Research Area 8: Cultures of Knowledge, Research, and Education

The production, transmission, and utilisation of knowledge is a key dimension of socio-cultural processes, exhibiting a fundamental relationship to phenomena such as subject formation, (post)modernisation, globalisation/transnationalisation and socio-cultural transformation, to name but a few. While it is well established that knowledge is subject to historical change (Kuhn, Foucault), there has recently been an increasing interest in the socio-material production of knowledge (Knorr-Cetina, Latour), as well as in the cognitive aspects of individual knowledge creation (Lenk, von Glasersfeld) and the materialities of knowledge production (from Nietzsche to current Media Archaeology). When dealing with cultures of knowledge, it is therefore mandatory to include the practices of knowledge production and transmission which can be observed empirically: Research and education. We consequently follow a broad and interdisciplinary approach, focusing on cultures of knowledge, research and education from a wide range of different analytic angles. Historical, sociological, philosophical and media-theoretical perspectives, as well as cognitive and psychological ones, are integrated into a processual approach to knowledge cultures, highlighting the constructivist ‘nature’ of knowledge.
Research Focus
Paths of Knowledge Some concepts meander through various disciplines in the humanities and in the study of culture, as Mieke Bal pointed out, and there seems to be no possibility of placing them, at least not permanently. In line with Isabelle Stengers (
D'une science à l'autre: Des concepts nomads, Paris 1987), these may be called ‘nomadic concepts’. Thinking in terms of such concepts means thinking without fixed place, means thinking in constant movement, means thinking beyond the boundary lines of disciplines and academic subjects.

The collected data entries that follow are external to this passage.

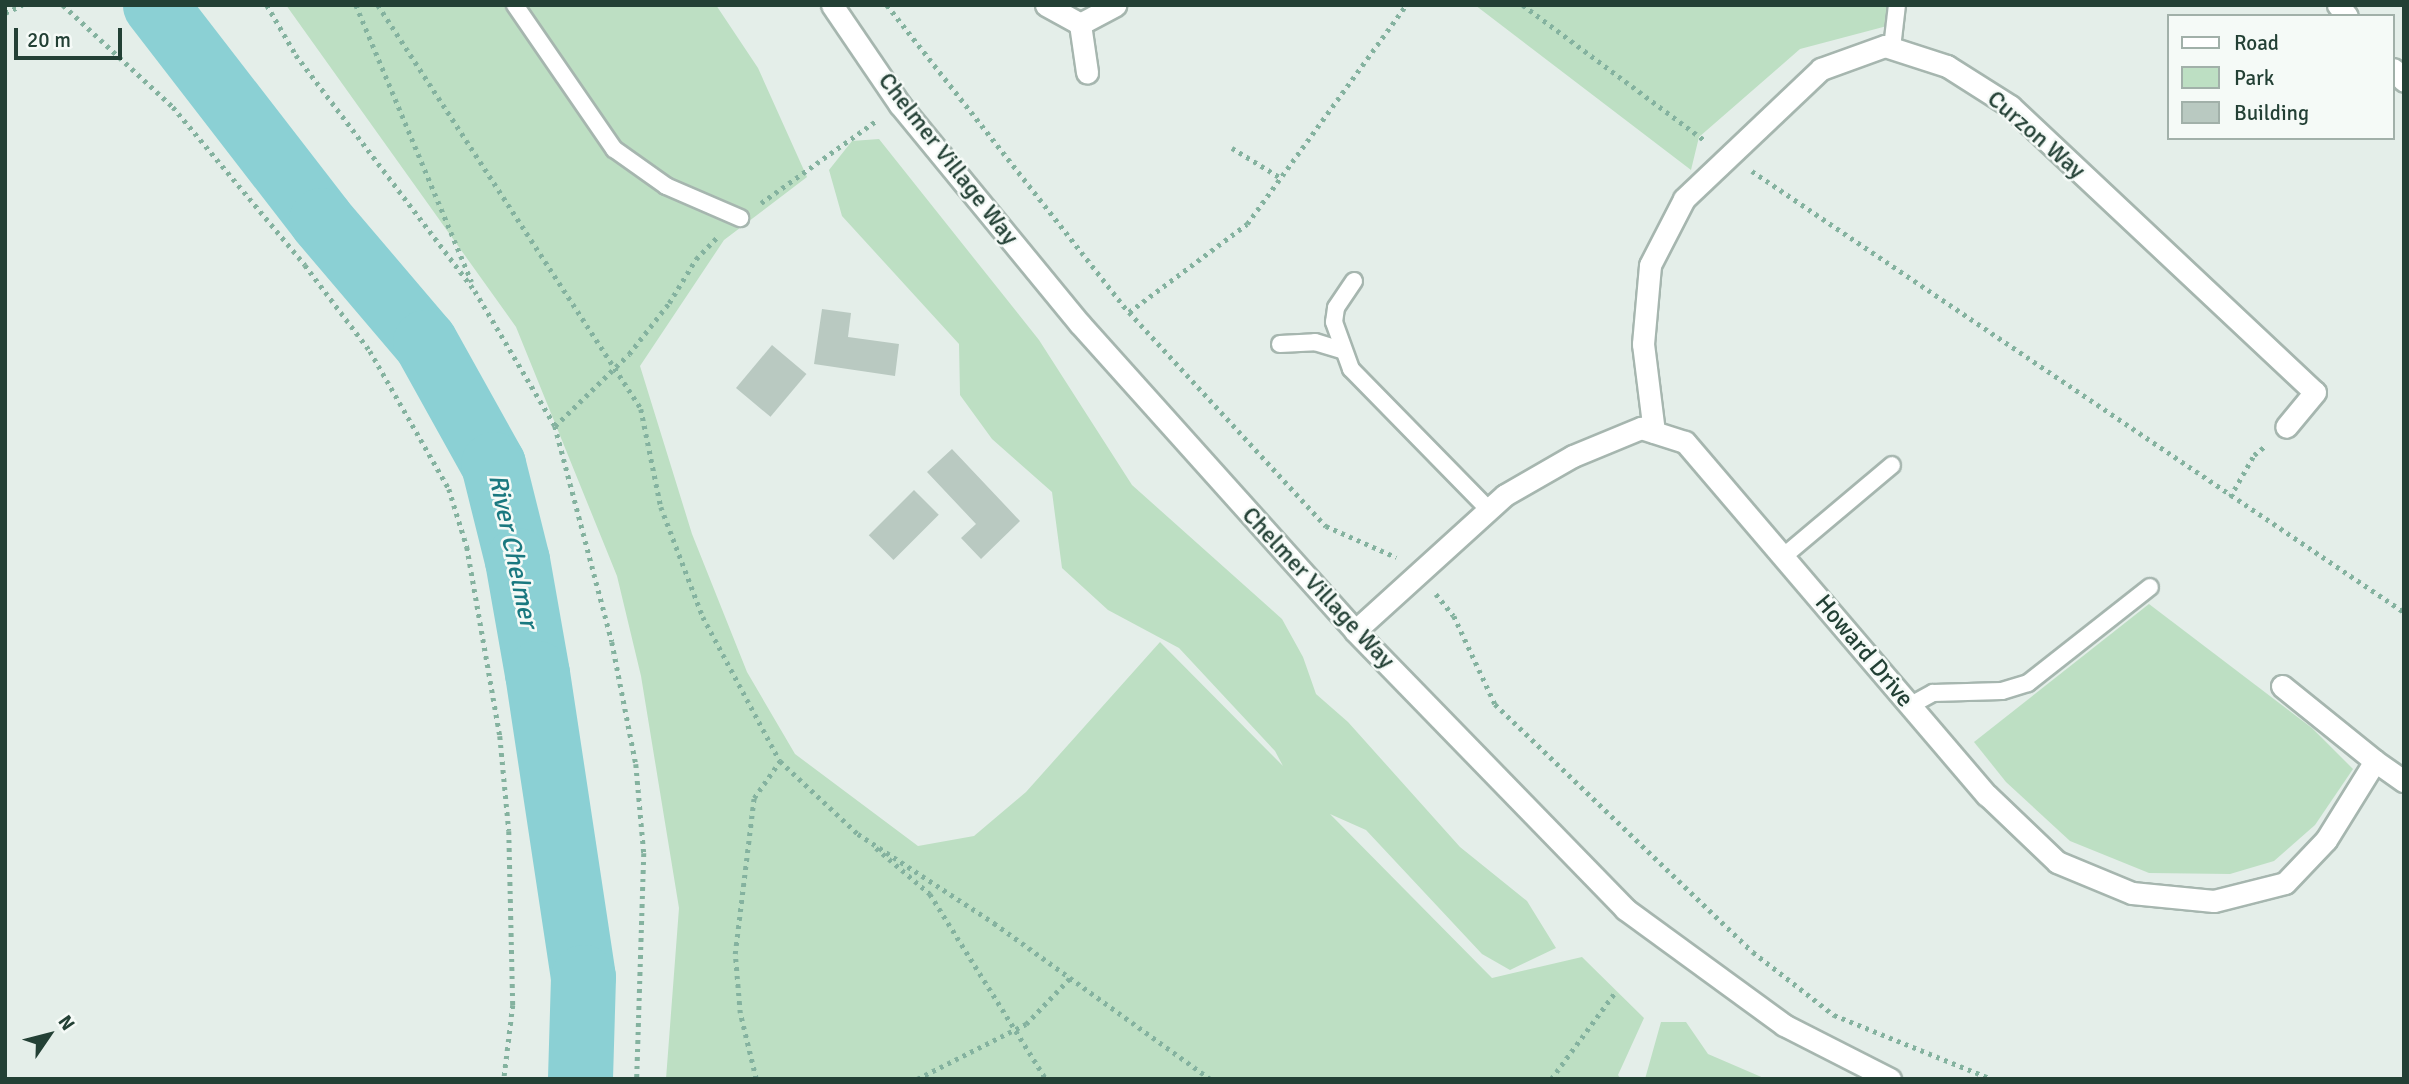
<!DOCTYPE html>
<style>
body{margin:0}
#map{position:relative;width:2409px;height:1084px;overflow:hidden;background:#e4eee9;font-family:Signika,sans-serif}
div>[style]{position:absolute}
.green>*{inset:0;background:#bddfc3}
.river>*{height:65px;margin:-32.5px;padding:0 32.5px;transform-origin:32.5px;border-radius:32.5px;background:#8bd0d4}
.building>*{inset:0;background:#b9c9c1;transform-origin:0 0}
.path>*{height:4.5px;margin-top:-2.25px;transform-origin:0;background:repeating-linear-gradient(90deg,#84b29f 0 3.5px,transparent 0 8.5px)}
.roads{filter:drop-shadow(2px 0 #a6b6af) drop-shadow(-2px 0 #a6b6af) drop-shadow(0 2px #a6b6af) drop-shadow(0 -2px #a6b6af)}
.lane>*{height:16px;margin:-8px;padding:0 8px;transform-origin:8px;border-radius:8px;background:#fff}
.street>*{height:21px;margin:-10.5px;padding:0 10.5px;transform-origin:10.5px;border-radius:10.5px;background:#fff}
.secondary>*{height:21px;margin:-10.5px;padding:0 10.5px;transform-origin:10.5px;border-radius:10.5px;background:#fff}
span{translate:-50% -50%;white-space:nowrap;text-align:center;line-height:1.15;-webkit-text-stroke:5px #f5faf7;paint-order:stroke}
.street-label{font-size:24px;color:#234035}
.water-label{font-size:26px;color:#1a787f;font-style:italic}
.frame{position:absolute;inset:0;border:7px solid #234035;pointer-events:none}
.legend{position:absolute;left:2167px;top:14px;width:228px;height:126px;box-sizing:border-box;background:#f5faf7;border:2px solid #a1b0a9;margin:0;padding:9px 12px;list-style:none;font-size:21px;color:#234035}
.legend li{display:flex;align-items:center;gap:14px;height:35px}
.legend b{width:35px;border:2px solid #a1b0a9}
.north{position:absolute;left:14px;top:1000px;width:70px;height:70px;-webkit-text-stroke:5px #f5faf7;paint-order:stroke;rotate:55deg;font-size:19px;font-weight:700;line-height:28px;text-align:center;color:#234035}
.north::after{content:'';display:block;margin:auto;width:24px;height:32px;background:#234035;clip-path:polygon(50% 0,100% 100%,50% 72%,0 100%)}
.scale{position:absolute;left:14px;top:28px;width:108px;height:32px;box-sizing:border-box;border:4px solid #234035;border-top:0;padding-left:9px;font-size:21px;line-height:24px;white-space:nowrap;color:#234035;-webkit-text-stroke:5px #f5faf7;paint-order:stroke}
</style>
<div id="map">
<div class="green">
<i style="clip-path:polygon(286px 5px,716px 5px,758px 68px,807px 177px,724px 240px,640px 366px,692px 534px,747px 672px,795px 754px,918px 846px,974px 836px,1026px 792px,1160px 642px,1283px 766px,1275px 751px,1179px 648px,1108px 610px,1062px 568px,1052px 492px,992px 439px,960px 395px,959px 344px,842px 216px,829px 170px,852px 141px,879px 139px,1039px 340px,1132px 485px,1282px 619px,1303px 657px,1316px 694px,1348px 722px,1460px 847px,1527px 901px,1556px 948px,1510px 970px,1482px 954px,1366px 830px,1330px 814px,1492px 978px,1582px 957px,1644px 1018px,1618px 1075px,1621px 1079px,666px 1079px,679px 908px,641px 676px,617px 576px,516px 327px)"></i>
<i style="clip-path:polygon(1475px 5px,1888px 5px,1887px 26px,1800px 49px,1699px 137px,1691px 170px)"></i>
<i style="clip-path:polygon(2149px 604px,2312px 728px,2353px 769px,2315px 825px,2274px 861px,2230px 874px,2149px 873px,2070px 841px,2006px 782px,1974px 742px)"></i>
<i style="clip-path:polygon(1661px 1022px,1686px 1022px,1708px 1054px,1766px 1079px,1645px 1079px)"></i>
</div>
<div class="river">
<i style="left:155px;top:5px;width:272px;rotate:52.3deg"></i>
<i style="left:321px;top:220px;width:160px;rotate:49.6deg"></i>
<i style="left:425px;top:342px;width:140px;rotate:60.9deg"></i>
<i style="left:493px;top:464px;width:99px;rotate:76deg"></i>
<i style="left:517px;top:560px;width:115px;rotate:80deg"></i>
<i style="left:537px;top:673px;width:307px;rotate:81.4deg"></i>
<i style="left:583px;top:977px;width:102px;rotate:91.7deg"></i>
</div>
<div class="building">
<i style="clip-path:polygon(822px 309px,851px 313px,848px 337px,899px 344px,895px 376px,814px 364px)"></i>
<i style="left:772px;top:345px;width:45px;height:56px;rotate:40deg"></i>
<i style="clip-path:polygon(952px 449px,1020px 521px,981px 559px,961px 538px,976px 524px,927px 472px)"></i>
<i style="left:914px;top:490px;width:35px;height:64px;rotate:45deg"></i>
</div>
<div class="path">
<i style="left:63px;top:5px;width:150px;rotate:42.8deg"></i>
<i style="left:173px;top:107px;width:206px;rotate:50.1deg"></i>
<i style="left:305px;top:265px;width:108px;rotate:52.9deg"></i>
<i style="left:370px;top:351px;width:159px;rotate:60.2deg"></i>
<i style="left:449px;top:489px;width:61px;rotate:72.8deg"></i>
<i style="left:467px;top:547px;width:192px;rotate:80.1deg"></i>
<i style="left:500px;top:736px;width:95px;rotate:84.6deg"></i>
<i style="left:509px;top:831px;width:174px;rotate:88.7deg"></i>
<i style="left:513px;top:1005px;width:75px;rotate:96.9deg"></i>
<i style="left:267px;top:5px;width:58px;rotate:59.9deg"></i>
<i style="left:296px;top:55px;width:296px;rotate:52.8deg"></i>
<i style="left:475px;top:291px;width:157px;rotate:59.3deg"></i>
<i style="left:555px;top:426px;width:223px;rotate:75.2deg"></i>
<i style="left:612px;top:642px;width:124px;rotate:78.9deg"></i>
<i style="left:636px;top:764px;width:89px;rotate:84.9deg"></i>
<i style="left:644px;top:853px;width:226px;rotate:91.8deg"></i>
<i style="left:356px;top:5px;width:300px;rotate:67.3deg"></i>
<i style="left:378px;top:5px;width:482px;rotate:56.9deg"></i>
<i style="left:641px;top:409px;width:100px;rotate:78.5deg"></i>
<i style="left:661px;top:507px;width:118px;rotate:69.1deg"></i>
<i style="left:703px;top:617px;width:163px;rotate:61.9deg"></i>
<i style="left:780px;top:761px;width:107px;rotate:43.1deg"></i>
<i style="left:858px;top:834px;width:163px;rotate:33.2deg"></i>
<i style="left:994px;top:923px;width:266px;rotate:35.8deg"></i>
<i style="left:887px;top:5px;width:391px;rotate:51.8deg"></i>
<i style="left:1129px;top:312px;width:291px;rotate:47.4deg"></i>
<i style="left:1326px;top:526px;width:77px;rotate:23.9deg"></i>
<i style="left:1523px;top:5px;width:226px;rotate:36.7deg"></i>
<i style="left:5px;top:13px;width:19px;rotate:-25deg"></i>
<i style="left:1232px;top:148px;width:57px;rotate:31.5deg"></i>
<i style="left:1752px;top:171px;width:787px;rotate:34.07deg"></i>
<i style="left:761px;top:203px;width:141px;rotate:-35.5deg"></i>
<i style="left:1129px;top:312px;width:147px;rotate:-36.7deg"></i>
<i style="left:1247px;top:224px;width:271px;rotate:-54deg"></i>
<i style="left:555px;top:426px;width:103px;rotate:-44.2deg"></i>
<i style="left:629px;top:354px;width:65px;rotate:-51.9deg"></i>
<i style="left:669px;top:303px;width:52px;rotate:-58.5deg"></i>
<i style="left:696px;top:259px;width:32px;rotate:-46deg"></i>
<i style="left:2230px;top:497px;width:48px;rotate:-60.3deg"></i>
<i style="left:2254px;top:455px;width:14px;rotate:-39deg"></i>
<i style="left:1436px;top:594px;width:28px;rotate:51deg"></i>
<i style="left:1454px;top:616px;width:97px;rotate:65deg"></i>
<i style="left:1495px;top:704px;width:358px;rotate:43.9deg"></i>
<i style="left:1753px;top:952px;width:103px;rotate:37.9deg"></i>
<i style="left:1834px;top:1015px;width:170px;rotate:22.1deg"></i>
<i style="left:876px;top:848px;width:71px;rotate:40.4deg"></i>
<i style="left:930px;top:894px;width:218px;rotate:57.9deg"></i>
<i style="left:756px;top:1079px;width:68px;rotate:-103.6deg"></i>
<i style="left:740px;top:1013px;width:59px;rotate:-94.8deg"></i>
<i style="left:735px;top:954px;width:157px;rotate:-83.1deg"></i>
<i style="left:754px;top:798px;width:45px;rotate:-54.9deg"></i>
<i style="left:917px;top:1079px;width:122px;rotate:-26.8deg"></i>
<i style="left:1026px;top:1024px;width:64px;rotate:-46.3deg"></i>
<i style="left:1551px;top:1079px;width:109px;rotate:-53.5deg"></i>
</div>
<div class="roads">
<div class="lane">
<i style="left:515px;top:5px;width:175px;rotate:55.5deg"></i>
<i style="left:614px;top:149px;width:64px;rotate:35.4deg"></i>
<i style="left:666px;top:186px;width:81px;rotate:23.4deg"></i>
<i style="left:1892px;top:48px;width:43px;rotate:-83.4deg"></i>
<i style="left:1354px;top:281px;width:32px;rotate:124deg"></i>
<i style="left:1336px;top:308px;width:14px;rotate:98deg"></i>
<i style="left:1334px;top:322px;width:50px;rotate:70.1deg"></i>
<i style="left:1351px;top:369px;width:197px;rotate:45.6deg"></i>
<i style="left:1280px;top:344px;width:35px;rotate:-3deg"></i>
<i style="left:1315px;top:342px;width:27px;rotate:17deg"></i>
<i style="left:1784px;top:556px;width:141px;rotate:-40.1deg"></i>
<i style="left:1911px;top:705px;width:25px;rotate:-29deg"></i>
<i style="left:1933px;top:693px;width:69px;rotate:-1.7deg"></i>
<i style="left:2002px;top:691px;width:27px;rotate:-17deg"></i>
<i style="left:2028px;top:683px;width:155px;rotate:-38.2deg"></i>
</div>
<div class="street">
<i style="left:1046px;top:5px;width:39px;rotate:29deg"></i>
<i style="left:1080px;top:24px;width:40px;rotate:-28deg"></i>
<i style="left:2338px;top:5px;width:14px;rotate:51deg"></i>
<i style="left:1080px;top:24px;width:49px;rotate:81.7deg"></i>
<i style="left:2393px;top:69px;width:16px;rotate:47deg"></i>
<i style="left:1654px;top:432px;width:89px;rotate:-97.1deg"></i>
<i style="left:1643px;top:344px;width:79px;rotate:-84.9deg"></i>
<i style="left:1650px;top:265px;width:74px;rotate:-62.7deg"></i>
<i style="left:1684px;top:199px;width:189px;rotate:-43.5deg"></i>
<i style="left:1821px;top:69px;width:68px;rotate:-19.8deg"></i>
<i style="left:1885px;top:46px;width:65px;rotate:17.9deg"></i>
<i style="left:1947px;top:66px;width:75px;rotate:32.4deg"></i>
<i style="left:2010px;top:106px;width:418px;rotate:43.2deg"></i>
<i style="left:2315px;top:392px;width:45px;rotate:129.6deg"></i>
<i style="left:1355px;top:631px;width:202px;rotate:-42.2deg"></i>
<i style="left:1505px;top:495px;width:78px;rotate:-29.8deg"></i>
<i style="left:1573px;top:456px;width:74px;rotate:-22.4deg"></i>
<i style="left:1641px;top:428px;width:46px;rotate:17.7deg"></i>
<i style="left:1685px;top:442px;width:465px;rotate:49.5deg"></i>
<i style="left:1987px;top:795px;width:97px;rotate:43.7deg"></i>
<i style="left:2057px;top:862px;width:81px;rotate:22.5deg"></i>
<i style="left:2132px;top:893px;width:82px;rotate:5.6deg"></i>
<i style="left:2214px;top:901px;width:73px;rotate:-14.2deg"></i>
<i style="left:2285px;top:883px;width:59px;rotate:-46.4deg"></i>
<i style="left:2326px;top:840px;width:93px;rotate:-58.2deg"></i>
<i style="left:2375px;top:761px;width:35px;rotate:35deg"></i>
<i style="left:2282px;top:686px;width:119px;rotate:38.9deg"></i>
</div>
<div class="secondary">
<i style="left:832px;top:5px;width:121px;rotate:55.8deg"></i>
<i style="left:900px;top:105px;width:283px;rotate:50.6deg"></i>
<i style="left:1080px;top:324px;width:412px;rotate:48.1deg"></i>
<i style="left:1355px;top:631px;width:388px;rotate:45.8deg"></i>
<i style="left:1625px;top:909px;width:197px;rotate:36.1deg"></i>
<i style="left:1784px;top:1025px;width:119px;rotate:27deg"></i>
</div>
</div>
<div class="street-label">
<span style="left:2036px;top:135px;rotate:41deg">Curzon Way</span>
<span style="left:948px;top:159px;rotate:52deg">Chelmer Village Way</span>
<span style="left:1318px;top:588px;rotate:47deg">Chelmer Village Way</span>
<span style="left:1864px;top:651px;rotate:50deg">Howard Drive</span>
</div>
<div class="water-label">
<span style="left:512px;top:551px;rotate:78deg">River Chelmer</span>
</div>
<div class="frame"></div>
<ul class="legend">
<li><b style="height:9px;background:#fff"></b>Road</li>
<li><b style="height:19px;background:#bddfc3"></b>Park</li>
<li><b style="height:19px;background:#b9c9c1"></b>Building</li>
</ul>
<div class="north">N</div>
<div class="scale">20 m</div>
</div>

The foundations for this kind of thinking were lain in D’Alembert’s and Diderot’s Encyclopedia (Paris, 1751ff). In their preface, the editors describe the branches of human knowledge as a world map and chart the individual entries into distinct provinces of knowledge. The connections between these provinces appear as paths of knowledge which – interrupted by numerous obstacles – are known only to a particular country’s inhabitants or to travellers.
Along these lines, Research Area 8, “Cultures of Knowledge, Research and Education”, has tackled issues of space and place, intending to reveal the kinds of knowledge inherent in them. This approach was based on seminal theories by Edward Soja, Henri Lefebvre, Michel Foucault, Ernst Cassirer, Martina Löw and Michel de Certeau. Subsequently, Research Area 8 focused on palpable, real and virtual spaces of knowledge, supported by reading Hans-Jörg Rheinberger, Bruno Latour, Steve Woolgar, Lev Manovich and Torsten Meyer.
Since the winter term 2009/10, Research Area 8 has turned their attention to paths of knowledge. We have explored the dynamic aspect of movement in the processes of acquiring knowledge. Against this backdrop, three questions have arisen: (1) how does knowledge travel and how does it change and grow in the course of its travel? (2) How does knowledge transcend boundary lines and which boundary lines are newly drawn in the movement of knowledge? Finally, (3) how do paths of knowledge emerge? What are the highways and what are the dirt tracks of such knowledge migration?
These questions and more have been and will be tackled by the members of Research Area 8 from the interdisciplinary perspectives of history, literary and media studies and of the social sciences. A renewed reading of Mieke Bal’s
Travelling Concepts (2002) has served as our common starting point. Further reading included texts by Umberto Eco, Hans-Jörg Rheinberger, Erhard Schüttpelz, Bruno Latour, Michel Callon and Gilles Deleuze and Felix Guattari.